Description of the task:
Look for "Keep" in the records and copy every line that has it.

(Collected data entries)
______

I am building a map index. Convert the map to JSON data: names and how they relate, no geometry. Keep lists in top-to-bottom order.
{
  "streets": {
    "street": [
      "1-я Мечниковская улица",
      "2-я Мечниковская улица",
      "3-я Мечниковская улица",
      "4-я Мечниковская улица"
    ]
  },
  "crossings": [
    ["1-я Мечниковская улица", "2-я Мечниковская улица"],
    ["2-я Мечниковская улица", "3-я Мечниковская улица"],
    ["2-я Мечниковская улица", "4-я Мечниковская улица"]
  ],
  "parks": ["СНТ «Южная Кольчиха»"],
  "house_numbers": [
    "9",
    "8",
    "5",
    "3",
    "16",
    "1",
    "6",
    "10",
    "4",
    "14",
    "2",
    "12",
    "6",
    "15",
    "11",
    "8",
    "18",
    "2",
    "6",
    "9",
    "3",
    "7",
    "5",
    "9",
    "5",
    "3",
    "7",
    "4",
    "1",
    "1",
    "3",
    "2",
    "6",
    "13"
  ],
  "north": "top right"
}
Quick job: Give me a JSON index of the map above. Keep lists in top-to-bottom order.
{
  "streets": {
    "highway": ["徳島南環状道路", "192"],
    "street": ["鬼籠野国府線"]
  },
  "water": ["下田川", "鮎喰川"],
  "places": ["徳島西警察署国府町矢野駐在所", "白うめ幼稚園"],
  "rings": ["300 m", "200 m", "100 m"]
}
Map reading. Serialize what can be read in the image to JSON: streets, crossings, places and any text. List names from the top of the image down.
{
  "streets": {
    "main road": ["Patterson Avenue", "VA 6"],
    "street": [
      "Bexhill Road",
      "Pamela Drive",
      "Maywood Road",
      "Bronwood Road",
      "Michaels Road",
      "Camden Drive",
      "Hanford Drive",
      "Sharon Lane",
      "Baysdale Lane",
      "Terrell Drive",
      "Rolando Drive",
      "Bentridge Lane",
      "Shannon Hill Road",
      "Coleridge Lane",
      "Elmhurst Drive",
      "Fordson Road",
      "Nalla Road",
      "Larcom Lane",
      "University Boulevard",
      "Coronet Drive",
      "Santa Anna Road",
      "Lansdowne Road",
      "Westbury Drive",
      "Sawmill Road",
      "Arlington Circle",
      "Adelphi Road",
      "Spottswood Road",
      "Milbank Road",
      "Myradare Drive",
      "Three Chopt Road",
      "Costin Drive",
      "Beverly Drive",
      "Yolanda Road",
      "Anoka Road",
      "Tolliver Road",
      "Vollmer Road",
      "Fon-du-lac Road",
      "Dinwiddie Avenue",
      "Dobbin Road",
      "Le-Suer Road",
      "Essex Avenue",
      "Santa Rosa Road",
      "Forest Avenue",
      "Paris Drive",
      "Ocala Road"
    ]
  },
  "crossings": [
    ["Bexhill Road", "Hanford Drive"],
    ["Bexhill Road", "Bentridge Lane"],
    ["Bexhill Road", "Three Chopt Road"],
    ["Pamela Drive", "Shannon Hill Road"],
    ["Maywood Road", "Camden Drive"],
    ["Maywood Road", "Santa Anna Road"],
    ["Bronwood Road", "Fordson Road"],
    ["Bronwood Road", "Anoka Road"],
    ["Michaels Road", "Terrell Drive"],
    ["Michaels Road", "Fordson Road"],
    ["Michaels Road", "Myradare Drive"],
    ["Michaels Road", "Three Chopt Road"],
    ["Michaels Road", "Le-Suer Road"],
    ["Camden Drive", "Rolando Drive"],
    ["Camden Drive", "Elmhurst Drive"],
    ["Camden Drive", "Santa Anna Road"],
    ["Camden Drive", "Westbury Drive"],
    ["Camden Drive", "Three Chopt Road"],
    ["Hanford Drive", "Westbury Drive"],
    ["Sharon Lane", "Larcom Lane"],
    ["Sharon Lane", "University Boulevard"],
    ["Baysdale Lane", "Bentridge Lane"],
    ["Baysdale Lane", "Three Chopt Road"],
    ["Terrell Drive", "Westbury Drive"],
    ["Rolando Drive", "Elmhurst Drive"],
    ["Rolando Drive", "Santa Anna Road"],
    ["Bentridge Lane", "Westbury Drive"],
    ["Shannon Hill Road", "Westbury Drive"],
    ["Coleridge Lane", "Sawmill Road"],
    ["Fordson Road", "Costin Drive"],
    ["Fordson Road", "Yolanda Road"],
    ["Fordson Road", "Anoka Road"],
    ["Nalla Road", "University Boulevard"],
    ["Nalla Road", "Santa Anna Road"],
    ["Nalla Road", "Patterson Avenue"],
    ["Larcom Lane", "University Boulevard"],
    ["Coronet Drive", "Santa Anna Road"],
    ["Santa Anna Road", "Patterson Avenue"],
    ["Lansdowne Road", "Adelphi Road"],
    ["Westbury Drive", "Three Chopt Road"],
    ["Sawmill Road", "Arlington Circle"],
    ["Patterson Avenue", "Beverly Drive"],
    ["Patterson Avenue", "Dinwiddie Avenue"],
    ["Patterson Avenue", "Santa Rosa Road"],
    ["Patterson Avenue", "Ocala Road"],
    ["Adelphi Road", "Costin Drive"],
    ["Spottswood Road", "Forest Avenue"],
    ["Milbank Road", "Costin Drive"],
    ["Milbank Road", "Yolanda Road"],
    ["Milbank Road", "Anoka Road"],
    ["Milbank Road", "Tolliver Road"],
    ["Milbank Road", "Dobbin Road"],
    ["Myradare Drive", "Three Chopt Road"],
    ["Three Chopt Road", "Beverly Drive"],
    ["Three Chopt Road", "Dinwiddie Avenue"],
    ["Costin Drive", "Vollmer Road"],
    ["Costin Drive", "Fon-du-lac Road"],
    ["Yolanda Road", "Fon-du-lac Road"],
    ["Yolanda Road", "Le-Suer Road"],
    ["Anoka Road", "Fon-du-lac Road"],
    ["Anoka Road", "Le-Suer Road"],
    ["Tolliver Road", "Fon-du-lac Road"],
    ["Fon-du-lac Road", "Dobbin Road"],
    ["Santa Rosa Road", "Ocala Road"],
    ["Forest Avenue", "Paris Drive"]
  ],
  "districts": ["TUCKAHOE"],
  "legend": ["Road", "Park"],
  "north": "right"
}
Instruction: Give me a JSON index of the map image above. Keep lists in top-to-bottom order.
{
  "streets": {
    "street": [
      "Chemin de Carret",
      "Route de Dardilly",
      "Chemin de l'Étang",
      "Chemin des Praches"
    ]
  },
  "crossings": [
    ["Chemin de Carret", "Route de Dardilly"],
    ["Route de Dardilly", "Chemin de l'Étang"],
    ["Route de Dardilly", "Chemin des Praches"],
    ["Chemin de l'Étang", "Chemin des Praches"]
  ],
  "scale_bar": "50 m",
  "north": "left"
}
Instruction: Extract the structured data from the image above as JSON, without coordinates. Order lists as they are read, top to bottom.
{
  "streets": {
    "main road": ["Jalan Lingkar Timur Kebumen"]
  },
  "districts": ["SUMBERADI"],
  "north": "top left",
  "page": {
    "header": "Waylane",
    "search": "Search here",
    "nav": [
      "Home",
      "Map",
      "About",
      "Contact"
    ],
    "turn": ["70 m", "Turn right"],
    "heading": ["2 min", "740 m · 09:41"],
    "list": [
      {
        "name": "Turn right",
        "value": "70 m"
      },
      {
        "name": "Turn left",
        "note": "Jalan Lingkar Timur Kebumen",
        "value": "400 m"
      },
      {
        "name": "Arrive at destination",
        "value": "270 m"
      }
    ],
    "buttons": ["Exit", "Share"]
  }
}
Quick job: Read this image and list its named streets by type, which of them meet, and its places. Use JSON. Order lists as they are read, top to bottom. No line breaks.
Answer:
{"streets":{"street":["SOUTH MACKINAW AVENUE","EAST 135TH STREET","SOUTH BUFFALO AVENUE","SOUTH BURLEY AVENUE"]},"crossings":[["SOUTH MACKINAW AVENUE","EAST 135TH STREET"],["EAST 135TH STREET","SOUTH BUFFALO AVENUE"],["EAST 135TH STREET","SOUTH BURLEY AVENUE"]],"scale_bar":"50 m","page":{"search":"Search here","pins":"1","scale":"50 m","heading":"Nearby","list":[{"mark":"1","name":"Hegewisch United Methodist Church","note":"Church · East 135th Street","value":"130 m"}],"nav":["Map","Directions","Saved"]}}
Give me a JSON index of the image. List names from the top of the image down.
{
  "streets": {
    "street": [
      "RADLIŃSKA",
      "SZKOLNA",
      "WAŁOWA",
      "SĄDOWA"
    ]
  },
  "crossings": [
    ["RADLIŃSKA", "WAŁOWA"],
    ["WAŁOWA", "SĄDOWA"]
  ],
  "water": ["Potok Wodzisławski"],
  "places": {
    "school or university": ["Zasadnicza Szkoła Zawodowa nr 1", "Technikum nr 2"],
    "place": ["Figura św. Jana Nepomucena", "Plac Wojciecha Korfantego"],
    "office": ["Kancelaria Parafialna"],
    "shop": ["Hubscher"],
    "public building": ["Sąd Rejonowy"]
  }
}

______

Task answer:
I am building a map index. Convert the map to JSON data: names and how they relate, no geometry. Keep lists in top-to-bottom order.
Quick job: Give me a JSON index of the map above. Keep lists in top-to-bottom order.
Instruction: Give me a JSON index of the map image above. Keep lists in top-to-bottom order.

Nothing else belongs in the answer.